(EXERCISE AIM) Go through the records and report each line holding the string "margin".

Stored data entries
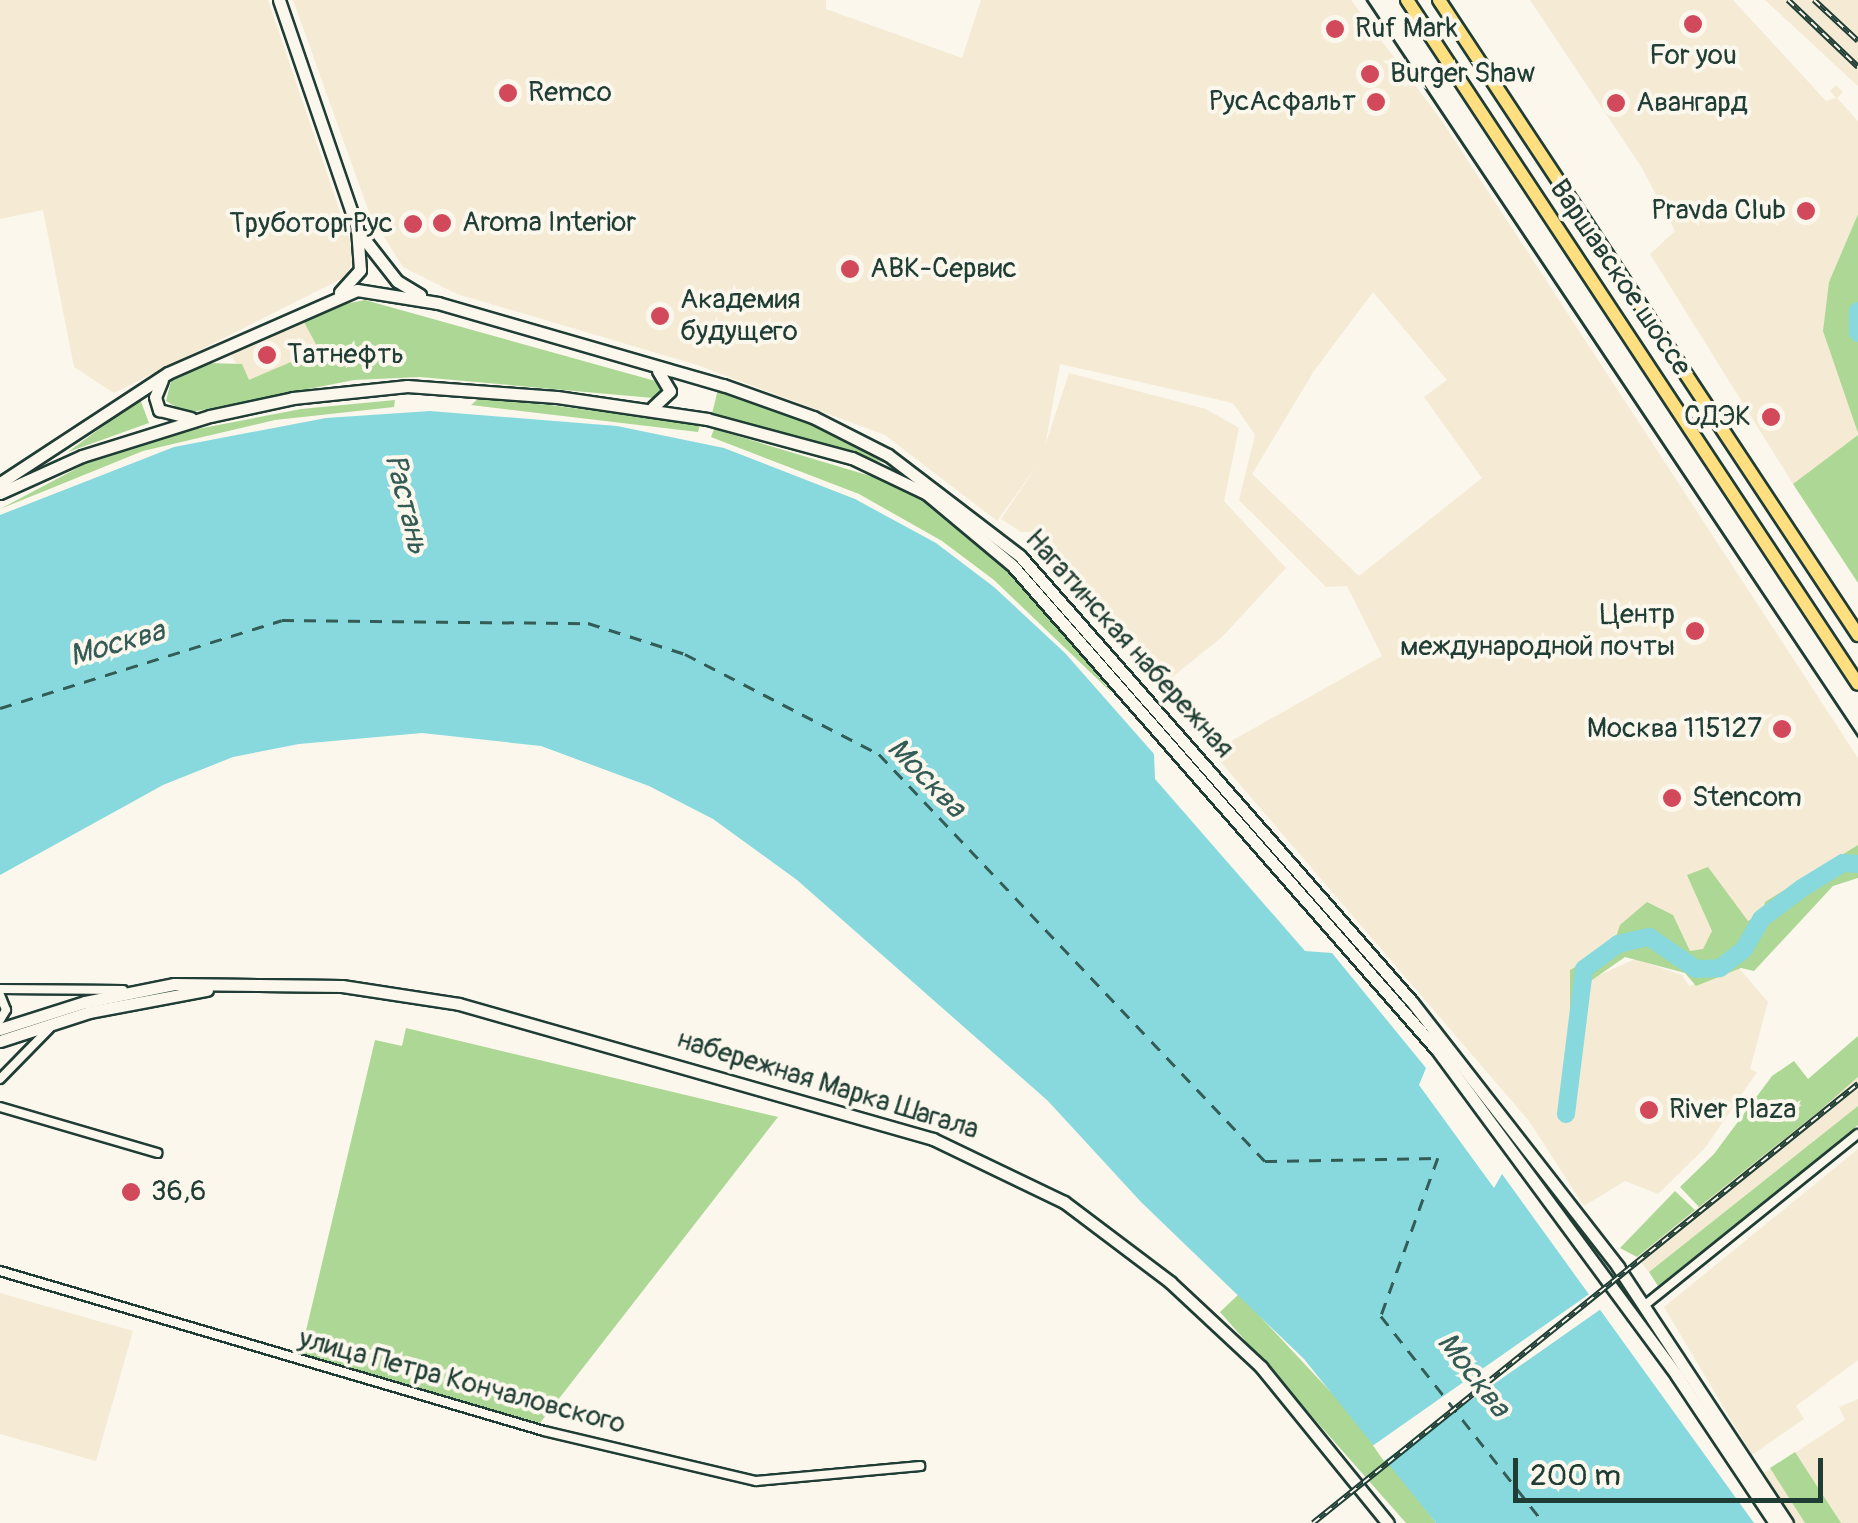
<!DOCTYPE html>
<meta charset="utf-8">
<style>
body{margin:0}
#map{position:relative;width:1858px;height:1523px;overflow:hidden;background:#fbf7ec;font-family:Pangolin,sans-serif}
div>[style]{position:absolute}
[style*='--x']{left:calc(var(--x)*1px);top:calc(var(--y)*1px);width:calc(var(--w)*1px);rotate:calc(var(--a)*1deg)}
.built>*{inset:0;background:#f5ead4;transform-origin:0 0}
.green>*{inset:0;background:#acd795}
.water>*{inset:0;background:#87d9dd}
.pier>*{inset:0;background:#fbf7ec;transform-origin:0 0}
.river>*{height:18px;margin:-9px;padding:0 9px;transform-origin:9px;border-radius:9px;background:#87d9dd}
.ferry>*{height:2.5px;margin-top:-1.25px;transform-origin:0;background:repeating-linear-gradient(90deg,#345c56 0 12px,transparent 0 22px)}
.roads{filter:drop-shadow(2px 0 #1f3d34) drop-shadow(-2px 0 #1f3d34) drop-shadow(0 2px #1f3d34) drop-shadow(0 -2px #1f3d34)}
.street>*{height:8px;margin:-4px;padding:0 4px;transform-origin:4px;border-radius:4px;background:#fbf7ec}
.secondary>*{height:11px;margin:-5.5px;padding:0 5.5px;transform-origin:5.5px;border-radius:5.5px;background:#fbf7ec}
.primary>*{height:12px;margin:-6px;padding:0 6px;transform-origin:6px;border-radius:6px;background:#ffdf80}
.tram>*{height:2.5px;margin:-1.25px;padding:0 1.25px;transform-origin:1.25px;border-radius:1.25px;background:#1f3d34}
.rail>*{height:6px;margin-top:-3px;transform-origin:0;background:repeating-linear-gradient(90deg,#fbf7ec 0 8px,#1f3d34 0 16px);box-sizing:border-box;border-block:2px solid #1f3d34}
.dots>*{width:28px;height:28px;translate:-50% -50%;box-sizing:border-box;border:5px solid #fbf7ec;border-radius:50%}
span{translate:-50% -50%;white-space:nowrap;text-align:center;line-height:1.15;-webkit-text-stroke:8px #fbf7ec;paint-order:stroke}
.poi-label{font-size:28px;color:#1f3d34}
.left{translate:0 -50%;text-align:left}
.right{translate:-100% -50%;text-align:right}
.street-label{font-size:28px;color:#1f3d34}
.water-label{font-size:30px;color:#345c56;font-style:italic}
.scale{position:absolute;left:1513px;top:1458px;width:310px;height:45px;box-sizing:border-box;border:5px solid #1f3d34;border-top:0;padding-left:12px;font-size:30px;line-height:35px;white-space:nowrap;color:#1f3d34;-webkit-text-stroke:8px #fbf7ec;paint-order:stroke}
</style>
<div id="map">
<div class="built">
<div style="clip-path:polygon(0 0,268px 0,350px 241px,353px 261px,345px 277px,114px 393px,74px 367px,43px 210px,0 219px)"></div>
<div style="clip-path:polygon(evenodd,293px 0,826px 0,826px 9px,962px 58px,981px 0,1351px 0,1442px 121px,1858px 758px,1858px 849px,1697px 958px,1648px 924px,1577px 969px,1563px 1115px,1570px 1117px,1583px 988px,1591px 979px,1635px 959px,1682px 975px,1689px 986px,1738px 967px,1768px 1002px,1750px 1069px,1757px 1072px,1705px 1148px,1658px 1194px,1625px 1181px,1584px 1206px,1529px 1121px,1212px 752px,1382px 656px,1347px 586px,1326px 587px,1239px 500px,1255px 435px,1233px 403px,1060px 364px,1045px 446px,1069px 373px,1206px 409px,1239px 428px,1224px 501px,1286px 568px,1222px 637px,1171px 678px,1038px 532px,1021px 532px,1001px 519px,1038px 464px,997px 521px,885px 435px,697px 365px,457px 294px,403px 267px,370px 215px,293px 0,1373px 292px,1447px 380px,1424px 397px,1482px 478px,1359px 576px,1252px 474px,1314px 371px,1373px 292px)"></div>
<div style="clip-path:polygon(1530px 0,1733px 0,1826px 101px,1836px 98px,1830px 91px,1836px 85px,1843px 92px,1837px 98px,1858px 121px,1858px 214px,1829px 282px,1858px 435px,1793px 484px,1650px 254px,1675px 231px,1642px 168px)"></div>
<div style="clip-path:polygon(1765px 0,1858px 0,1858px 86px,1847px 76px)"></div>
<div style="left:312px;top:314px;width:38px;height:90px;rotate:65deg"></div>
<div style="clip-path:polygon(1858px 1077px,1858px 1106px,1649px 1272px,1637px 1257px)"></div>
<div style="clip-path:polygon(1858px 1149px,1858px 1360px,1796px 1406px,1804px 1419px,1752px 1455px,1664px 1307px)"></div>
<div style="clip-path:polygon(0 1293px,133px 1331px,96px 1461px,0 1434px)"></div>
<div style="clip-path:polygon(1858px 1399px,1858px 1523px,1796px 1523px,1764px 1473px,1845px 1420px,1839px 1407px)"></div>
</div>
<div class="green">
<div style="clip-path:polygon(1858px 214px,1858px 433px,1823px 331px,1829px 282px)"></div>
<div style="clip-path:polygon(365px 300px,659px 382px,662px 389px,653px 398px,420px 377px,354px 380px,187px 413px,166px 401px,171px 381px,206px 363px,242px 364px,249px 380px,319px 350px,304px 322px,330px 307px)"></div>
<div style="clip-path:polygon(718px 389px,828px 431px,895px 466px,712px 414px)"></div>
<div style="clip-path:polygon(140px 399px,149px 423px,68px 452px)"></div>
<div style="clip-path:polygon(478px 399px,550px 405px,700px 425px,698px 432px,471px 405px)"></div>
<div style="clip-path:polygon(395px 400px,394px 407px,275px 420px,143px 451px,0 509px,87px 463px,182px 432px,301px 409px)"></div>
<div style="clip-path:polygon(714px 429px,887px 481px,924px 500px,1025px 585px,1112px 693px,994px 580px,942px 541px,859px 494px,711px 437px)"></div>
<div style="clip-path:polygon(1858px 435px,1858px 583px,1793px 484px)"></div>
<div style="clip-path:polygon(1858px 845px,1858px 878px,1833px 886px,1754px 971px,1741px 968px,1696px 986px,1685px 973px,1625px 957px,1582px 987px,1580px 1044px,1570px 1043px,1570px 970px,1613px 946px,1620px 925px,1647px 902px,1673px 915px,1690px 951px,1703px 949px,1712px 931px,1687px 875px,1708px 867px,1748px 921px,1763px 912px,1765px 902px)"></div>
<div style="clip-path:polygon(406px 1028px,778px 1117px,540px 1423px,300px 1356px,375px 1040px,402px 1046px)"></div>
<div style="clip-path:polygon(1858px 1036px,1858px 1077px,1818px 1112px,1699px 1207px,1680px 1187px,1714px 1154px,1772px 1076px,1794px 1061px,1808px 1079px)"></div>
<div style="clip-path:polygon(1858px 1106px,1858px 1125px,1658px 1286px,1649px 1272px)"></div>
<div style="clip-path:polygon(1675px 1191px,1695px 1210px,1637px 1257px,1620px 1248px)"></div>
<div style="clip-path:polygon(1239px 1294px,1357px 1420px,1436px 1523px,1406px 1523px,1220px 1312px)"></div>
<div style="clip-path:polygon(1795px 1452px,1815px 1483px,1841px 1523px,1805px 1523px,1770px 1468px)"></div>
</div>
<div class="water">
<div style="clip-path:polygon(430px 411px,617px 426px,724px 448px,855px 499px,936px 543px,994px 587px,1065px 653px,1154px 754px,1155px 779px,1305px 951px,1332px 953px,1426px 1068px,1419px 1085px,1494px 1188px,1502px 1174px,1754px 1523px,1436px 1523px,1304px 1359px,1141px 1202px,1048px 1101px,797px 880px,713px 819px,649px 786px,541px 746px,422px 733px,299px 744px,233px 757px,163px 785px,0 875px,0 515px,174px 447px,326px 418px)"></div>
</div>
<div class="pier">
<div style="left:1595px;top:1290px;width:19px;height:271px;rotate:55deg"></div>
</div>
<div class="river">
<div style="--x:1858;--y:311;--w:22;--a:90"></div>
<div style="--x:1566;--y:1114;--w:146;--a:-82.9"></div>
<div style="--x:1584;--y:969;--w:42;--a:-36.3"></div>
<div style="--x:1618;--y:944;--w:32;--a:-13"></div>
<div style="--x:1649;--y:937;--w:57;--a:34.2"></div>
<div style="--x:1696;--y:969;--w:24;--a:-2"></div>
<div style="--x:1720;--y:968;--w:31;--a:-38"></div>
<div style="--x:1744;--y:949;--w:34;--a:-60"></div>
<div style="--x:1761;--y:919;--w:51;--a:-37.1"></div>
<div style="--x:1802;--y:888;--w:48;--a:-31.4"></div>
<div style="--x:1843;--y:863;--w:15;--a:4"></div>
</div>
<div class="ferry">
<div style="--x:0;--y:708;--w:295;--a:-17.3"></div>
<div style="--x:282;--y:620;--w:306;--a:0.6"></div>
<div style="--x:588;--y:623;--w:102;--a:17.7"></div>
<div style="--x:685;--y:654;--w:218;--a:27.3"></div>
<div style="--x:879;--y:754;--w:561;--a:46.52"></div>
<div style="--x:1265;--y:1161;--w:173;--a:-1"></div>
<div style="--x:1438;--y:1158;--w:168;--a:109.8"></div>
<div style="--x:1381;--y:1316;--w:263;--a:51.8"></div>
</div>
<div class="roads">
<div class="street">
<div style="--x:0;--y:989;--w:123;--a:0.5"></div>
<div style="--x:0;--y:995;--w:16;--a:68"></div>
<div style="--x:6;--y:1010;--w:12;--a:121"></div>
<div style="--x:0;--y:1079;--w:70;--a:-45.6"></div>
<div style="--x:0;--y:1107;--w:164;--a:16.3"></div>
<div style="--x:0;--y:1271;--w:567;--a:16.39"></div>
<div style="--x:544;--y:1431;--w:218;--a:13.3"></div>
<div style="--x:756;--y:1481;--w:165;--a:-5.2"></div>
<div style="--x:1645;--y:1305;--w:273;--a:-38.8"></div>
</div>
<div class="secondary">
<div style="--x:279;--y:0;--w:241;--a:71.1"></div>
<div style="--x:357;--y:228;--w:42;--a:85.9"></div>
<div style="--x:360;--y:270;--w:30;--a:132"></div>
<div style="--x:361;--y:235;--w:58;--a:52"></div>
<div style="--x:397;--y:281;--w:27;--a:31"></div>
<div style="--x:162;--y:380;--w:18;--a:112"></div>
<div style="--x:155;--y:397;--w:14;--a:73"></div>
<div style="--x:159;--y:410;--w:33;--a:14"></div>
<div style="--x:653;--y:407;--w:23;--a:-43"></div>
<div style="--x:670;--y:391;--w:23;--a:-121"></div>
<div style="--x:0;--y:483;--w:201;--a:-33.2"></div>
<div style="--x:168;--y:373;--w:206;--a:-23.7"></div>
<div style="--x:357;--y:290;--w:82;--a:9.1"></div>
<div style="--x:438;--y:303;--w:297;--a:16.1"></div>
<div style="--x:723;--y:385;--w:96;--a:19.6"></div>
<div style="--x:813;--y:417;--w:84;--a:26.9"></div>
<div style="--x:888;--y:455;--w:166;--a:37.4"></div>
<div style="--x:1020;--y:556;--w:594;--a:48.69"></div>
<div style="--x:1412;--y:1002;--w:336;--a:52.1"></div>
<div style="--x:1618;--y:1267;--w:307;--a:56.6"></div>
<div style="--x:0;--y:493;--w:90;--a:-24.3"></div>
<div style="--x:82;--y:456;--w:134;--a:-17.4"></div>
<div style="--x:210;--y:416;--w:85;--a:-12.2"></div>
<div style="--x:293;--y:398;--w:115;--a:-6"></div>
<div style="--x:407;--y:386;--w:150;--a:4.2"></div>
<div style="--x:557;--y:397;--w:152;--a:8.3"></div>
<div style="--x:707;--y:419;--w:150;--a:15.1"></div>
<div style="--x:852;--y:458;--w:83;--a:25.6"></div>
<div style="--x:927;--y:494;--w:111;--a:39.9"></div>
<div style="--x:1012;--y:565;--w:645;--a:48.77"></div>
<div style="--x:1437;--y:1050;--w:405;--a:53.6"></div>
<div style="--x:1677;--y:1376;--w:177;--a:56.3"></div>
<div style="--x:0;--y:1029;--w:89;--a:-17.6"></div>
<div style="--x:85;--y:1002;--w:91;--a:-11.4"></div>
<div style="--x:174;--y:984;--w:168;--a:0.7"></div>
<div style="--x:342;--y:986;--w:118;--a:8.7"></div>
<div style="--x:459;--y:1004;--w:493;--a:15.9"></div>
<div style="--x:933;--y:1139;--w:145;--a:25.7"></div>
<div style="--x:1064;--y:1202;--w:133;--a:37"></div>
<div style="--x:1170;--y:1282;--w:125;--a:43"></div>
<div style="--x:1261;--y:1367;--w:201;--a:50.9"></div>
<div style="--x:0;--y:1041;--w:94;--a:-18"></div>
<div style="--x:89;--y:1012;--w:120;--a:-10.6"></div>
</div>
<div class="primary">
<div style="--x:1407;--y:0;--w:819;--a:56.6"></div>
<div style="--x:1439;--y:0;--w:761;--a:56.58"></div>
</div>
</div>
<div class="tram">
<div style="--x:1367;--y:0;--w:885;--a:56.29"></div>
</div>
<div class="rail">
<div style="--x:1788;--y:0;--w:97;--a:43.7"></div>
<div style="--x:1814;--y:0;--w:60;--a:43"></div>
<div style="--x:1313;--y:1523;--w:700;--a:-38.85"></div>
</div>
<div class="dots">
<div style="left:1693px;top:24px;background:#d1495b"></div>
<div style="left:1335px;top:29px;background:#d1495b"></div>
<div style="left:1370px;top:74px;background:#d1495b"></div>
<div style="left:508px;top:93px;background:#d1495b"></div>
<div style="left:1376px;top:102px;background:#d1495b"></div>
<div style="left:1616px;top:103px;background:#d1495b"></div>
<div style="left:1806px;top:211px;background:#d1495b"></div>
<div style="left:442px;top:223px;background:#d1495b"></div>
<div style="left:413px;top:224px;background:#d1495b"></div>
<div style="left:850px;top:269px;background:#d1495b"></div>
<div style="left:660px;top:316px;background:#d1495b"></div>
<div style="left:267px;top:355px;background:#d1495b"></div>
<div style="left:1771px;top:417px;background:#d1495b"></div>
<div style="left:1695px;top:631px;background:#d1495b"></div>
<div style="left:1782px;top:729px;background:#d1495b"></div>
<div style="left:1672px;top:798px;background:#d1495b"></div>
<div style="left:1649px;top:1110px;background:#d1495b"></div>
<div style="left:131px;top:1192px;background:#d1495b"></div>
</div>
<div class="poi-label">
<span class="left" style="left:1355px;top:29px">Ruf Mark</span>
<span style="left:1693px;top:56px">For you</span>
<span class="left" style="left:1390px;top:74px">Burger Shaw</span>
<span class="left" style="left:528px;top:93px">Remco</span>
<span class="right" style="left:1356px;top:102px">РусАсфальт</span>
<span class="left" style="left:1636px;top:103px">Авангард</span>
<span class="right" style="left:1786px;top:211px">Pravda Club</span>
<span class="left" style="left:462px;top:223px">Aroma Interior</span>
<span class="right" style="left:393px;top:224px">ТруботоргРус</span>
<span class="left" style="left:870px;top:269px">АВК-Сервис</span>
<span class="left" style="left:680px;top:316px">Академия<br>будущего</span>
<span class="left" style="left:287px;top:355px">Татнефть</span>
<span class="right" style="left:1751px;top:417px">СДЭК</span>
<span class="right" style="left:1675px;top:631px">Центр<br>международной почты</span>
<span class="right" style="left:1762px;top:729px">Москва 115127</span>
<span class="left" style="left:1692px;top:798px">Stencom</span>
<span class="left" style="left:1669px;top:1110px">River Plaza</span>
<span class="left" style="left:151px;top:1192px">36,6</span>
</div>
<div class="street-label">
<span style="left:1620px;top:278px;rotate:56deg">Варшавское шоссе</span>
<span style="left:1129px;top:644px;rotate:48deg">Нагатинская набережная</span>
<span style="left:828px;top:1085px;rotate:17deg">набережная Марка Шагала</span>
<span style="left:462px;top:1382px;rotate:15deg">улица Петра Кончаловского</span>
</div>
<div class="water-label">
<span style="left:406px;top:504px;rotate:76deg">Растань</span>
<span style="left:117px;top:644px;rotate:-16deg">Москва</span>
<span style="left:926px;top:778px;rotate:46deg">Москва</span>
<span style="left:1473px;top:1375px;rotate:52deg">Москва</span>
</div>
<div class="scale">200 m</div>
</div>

(RESULT OF THE EXERCISE)
body{margin:0}
.river>*{height:18px;margin:-9px;padding:0 9px;transform-origin:9px;border-radius:9px;background:#87d9dd}
.ferry>*{height:2.5px;margin-top:-1.25px;transform-origin:0;background:repeating-linear-gradient(90deg,#345c56 0 12px,transparent 0 22px)}
.street>*{height:8px;margin:-4px;padding:0 4px;transform-origin:4px;border-radius:4px;background:#fbf7ec}
.secondary>*{height:11px;margin:-5.5px;padding:0 5.5px;transform-origin:5.5px;border-radius:5.5px;background:#fbf7ec}
.primary>*{height:12px;margin:-6px;padding:0 6px;transform-origin:6px;border-radius:6px;background:#ffdf80}
.tram>*{height:2.5px;margin:-1.25px;padding:0 1.25px;transform-origin:1.25px;border-radius:1.25px;background:#1f3d34}
.rail>*{height:6px;margin-top:-3px;transform-origin:0;background:repeating-linear-gradient(90deg,#fbf7ec 0 8px,#1f3d34 0 16px);box-sizing:border-box;border-block:2px solid #1f3d34}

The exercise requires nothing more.